The data START
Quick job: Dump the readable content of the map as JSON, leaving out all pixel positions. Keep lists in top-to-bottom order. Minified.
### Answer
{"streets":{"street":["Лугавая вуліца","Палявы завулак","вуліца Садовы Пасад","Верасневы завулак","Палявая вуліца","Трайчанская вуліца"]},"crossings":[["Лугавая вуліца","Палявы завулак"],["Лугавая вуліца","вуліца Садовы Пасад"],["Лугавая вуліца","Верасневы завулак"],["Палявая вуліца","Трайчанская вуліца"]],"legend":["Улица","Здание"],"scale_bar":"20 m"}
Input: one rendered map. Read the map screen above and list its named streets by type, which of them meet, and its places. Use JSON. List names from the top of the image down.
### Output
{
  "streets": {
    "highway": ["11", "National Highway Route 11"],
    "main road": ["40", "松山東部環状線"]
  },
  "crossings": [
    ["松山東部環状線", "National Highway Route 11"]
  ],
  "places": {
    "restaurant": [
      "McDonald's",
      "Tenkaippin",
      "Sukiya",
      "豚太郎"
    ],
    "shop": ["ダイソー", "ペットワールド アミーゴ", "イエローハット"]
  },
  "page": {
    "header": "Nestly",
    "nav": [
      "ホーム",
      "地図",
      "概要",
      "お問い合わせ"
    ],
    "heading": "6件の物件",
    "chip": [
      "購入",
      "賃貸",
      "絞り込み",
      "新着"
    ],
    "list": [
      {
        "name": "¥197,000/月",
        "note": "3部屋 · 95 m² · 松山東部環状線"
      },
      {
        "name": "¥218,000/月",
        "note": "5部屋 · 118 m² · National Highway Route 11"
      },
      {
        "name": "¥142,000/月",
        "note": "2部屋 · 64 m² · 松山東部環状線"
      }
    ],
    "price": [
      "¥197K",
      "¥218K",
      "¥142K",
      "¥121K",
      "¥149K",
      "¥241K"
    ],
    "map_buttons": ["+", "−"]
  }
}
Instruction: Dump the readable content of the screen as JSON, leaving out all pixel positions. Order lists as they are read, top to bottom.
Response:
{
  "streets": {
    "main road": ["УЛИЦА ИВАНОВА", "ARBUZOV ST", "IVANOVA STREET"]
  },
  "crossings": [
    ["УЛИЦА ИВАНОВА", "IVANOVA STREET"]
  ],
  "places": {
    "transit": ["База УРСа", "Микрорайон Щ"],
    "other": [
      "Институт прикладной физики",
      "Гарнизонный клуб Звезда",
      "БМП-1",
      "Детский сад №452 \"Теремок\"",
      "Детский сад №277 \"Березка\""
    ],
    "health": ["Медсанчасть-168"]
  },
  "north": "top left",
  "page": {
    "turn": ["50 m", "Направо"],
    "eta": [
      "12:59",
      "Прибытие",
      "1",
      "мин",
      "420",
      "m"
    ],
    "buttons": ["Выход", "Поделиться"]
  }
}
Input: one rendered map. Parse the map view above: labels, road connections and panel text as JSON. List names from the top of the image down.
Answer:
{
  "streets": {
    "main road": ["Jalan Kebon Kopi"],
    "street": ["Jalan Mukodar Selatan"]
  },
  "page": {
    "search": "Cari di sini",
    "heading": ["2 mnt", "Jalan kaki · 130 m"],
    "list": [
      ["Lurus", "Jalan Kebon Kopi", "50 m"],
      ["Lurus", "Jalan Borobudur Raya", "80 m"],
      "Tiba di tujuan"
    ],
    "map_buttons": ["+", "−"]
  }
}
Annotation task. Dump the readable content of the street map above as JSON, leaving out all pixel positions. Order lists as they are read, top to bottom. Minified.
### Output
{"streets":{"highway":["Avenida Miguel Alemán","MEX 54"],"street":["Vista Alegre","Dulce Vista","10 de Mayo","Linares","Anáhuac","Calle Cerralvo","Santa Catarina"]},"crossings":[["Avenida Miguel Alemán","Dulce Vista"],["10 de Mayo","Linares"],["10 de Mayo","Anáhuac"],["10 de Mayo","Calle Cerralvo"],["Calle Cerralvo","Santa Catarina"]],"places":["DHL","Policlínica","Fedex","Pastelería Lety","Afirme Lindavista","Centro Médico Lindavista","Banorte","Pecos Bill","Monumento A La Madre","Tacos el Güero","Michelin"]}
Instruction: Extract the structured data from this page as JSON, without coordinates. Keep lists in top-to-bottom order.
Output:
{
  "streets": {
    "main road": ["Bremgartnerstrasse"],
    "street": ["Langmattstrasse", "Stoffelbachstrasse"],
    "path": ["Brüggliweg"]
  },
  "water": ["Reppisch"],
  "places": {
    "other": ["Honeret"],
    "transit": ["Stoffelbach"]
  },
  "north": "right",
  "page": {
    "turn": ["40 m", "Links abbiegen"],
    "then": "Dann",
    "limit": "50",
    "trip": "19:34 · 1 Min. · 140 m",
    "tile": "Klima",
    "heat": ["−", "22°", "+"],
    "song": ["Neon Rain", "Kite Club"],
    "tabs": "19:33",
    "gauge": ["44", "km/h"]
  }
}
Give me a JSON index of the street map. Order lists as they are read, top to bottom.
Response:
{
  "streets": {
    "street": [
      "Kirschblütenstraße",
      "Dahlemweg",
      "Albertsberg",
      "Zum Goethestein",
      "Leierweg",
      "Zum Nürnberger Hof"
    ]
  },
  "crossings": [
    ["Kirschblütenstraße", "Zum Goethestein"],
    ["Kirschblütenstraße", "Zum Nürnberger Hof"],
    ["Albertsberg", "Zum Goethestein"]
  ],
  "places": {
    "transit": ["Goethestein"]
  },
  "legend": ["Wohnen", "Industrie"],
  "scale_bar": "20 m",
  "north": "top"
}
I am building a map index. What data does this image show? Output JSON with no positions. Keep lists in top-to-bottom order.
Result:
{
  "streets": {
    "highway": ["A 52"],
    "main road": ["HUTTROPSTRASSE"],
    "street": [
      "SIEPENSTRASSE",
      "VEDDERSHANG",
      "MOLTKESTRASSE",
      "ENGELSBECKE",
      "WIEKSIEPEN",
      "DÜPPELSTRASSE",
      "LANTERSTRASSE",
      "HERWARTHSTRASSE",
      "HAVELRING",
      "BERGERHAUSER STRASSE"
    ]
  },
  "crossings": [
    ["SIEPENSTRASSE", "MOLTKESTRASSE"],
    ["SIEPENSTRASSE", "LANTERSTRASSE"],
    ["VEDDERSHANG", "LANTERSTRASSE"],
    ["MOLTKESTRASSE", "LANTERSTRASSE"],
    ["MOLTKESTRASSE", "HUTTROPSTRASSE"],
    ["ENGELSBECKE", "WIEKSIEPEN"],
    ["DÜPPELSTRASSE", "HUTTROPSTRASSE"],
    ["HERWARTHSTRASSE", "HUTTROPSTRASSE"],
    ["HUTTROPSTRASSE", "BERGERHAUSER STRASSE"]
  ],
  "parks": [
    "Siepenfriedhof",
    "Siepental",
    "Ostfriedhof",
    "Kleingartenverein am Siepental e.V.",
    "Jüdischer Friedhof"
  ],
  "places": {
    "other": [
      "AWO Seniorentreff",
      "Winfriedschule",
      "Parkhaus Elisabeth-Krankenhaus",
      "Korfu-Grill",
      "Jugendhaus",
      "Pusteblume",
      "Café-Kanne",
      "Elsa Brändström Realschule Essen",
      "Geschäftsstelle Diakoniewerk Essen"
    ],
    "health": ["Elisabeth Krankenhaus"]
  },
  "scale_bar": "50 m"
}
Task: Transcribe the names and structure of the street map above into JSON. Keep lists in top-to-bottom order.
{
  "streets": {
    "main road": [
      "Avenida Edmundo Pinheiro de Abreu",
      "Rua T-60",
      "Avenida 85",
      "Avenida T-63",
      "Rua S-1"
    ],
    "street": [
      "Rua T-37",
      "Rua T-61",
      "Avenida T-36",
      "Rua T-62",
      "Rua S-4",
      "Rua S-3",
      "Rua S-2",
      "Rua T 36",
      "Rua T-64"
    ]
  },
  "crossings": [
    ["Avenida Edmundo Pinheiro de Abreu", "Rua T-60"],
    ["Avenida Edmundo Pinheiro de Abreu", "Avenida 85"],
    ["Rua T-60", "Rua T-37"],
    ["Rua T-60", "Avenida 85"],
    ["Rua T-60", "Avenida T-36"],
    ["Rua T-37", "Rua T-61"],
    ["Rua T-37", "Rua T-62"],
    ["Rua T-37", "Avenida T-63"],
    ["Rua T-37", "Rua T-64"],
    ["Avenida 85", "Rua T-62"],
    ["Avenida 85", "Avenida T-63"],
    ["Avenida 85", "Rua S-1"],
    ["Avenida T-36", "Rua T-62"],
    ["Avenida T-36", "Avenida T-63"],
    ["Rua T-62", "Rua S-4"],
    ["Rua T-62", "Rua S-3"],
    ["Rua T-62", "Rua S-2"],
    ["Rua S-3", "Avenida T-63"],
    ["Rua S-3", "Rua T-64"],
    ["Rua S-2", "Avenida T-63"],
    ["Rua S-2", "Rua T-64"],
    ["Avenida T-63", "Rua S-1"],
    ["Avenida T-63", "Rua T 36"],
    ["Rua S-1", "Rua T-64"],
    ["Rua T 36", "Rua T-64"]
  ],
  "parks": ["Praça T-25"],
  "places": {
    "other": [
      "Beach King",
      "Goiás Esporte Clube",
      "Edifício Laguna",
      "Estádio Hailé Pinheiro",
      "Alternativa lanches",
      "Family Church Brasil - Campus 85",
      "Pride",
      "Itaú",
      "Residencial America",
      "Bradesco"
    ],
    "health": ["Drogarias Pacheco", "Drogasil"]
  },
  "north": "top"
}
The data END
Write out exactly the lines from the start of the material through the line with "Input: one rendered map. Read". No other output is expected.

Result:
Quick job: Dump the readable content of the map as JSON, leaving out all pixel positions. Keep lists in top-to-bottom order. Minified.
### Answer
{"streets":{"street":["Лугавая вуліца","Палявы завулак","вуліца Садовы Пасад","Верасневы завулак","Палявая вуліца","Трайчанская вуліца"]},"crossings":[["Лугавая вуліца","Палявы завулак"],["Лугавая вуліца","вуліца Садовы Пасад"],["Лугавая вуліца","Верасневы завулак"],["Палявая вуліца","Трайчанская вуліца"]],"legend":["Улица","Здание"],"scale_bar":"20 m"}
Input: one rendered map. Read the map screen above and list its named streets by type, which of them meet, and its places. Use JSON. List names from the top of the image down.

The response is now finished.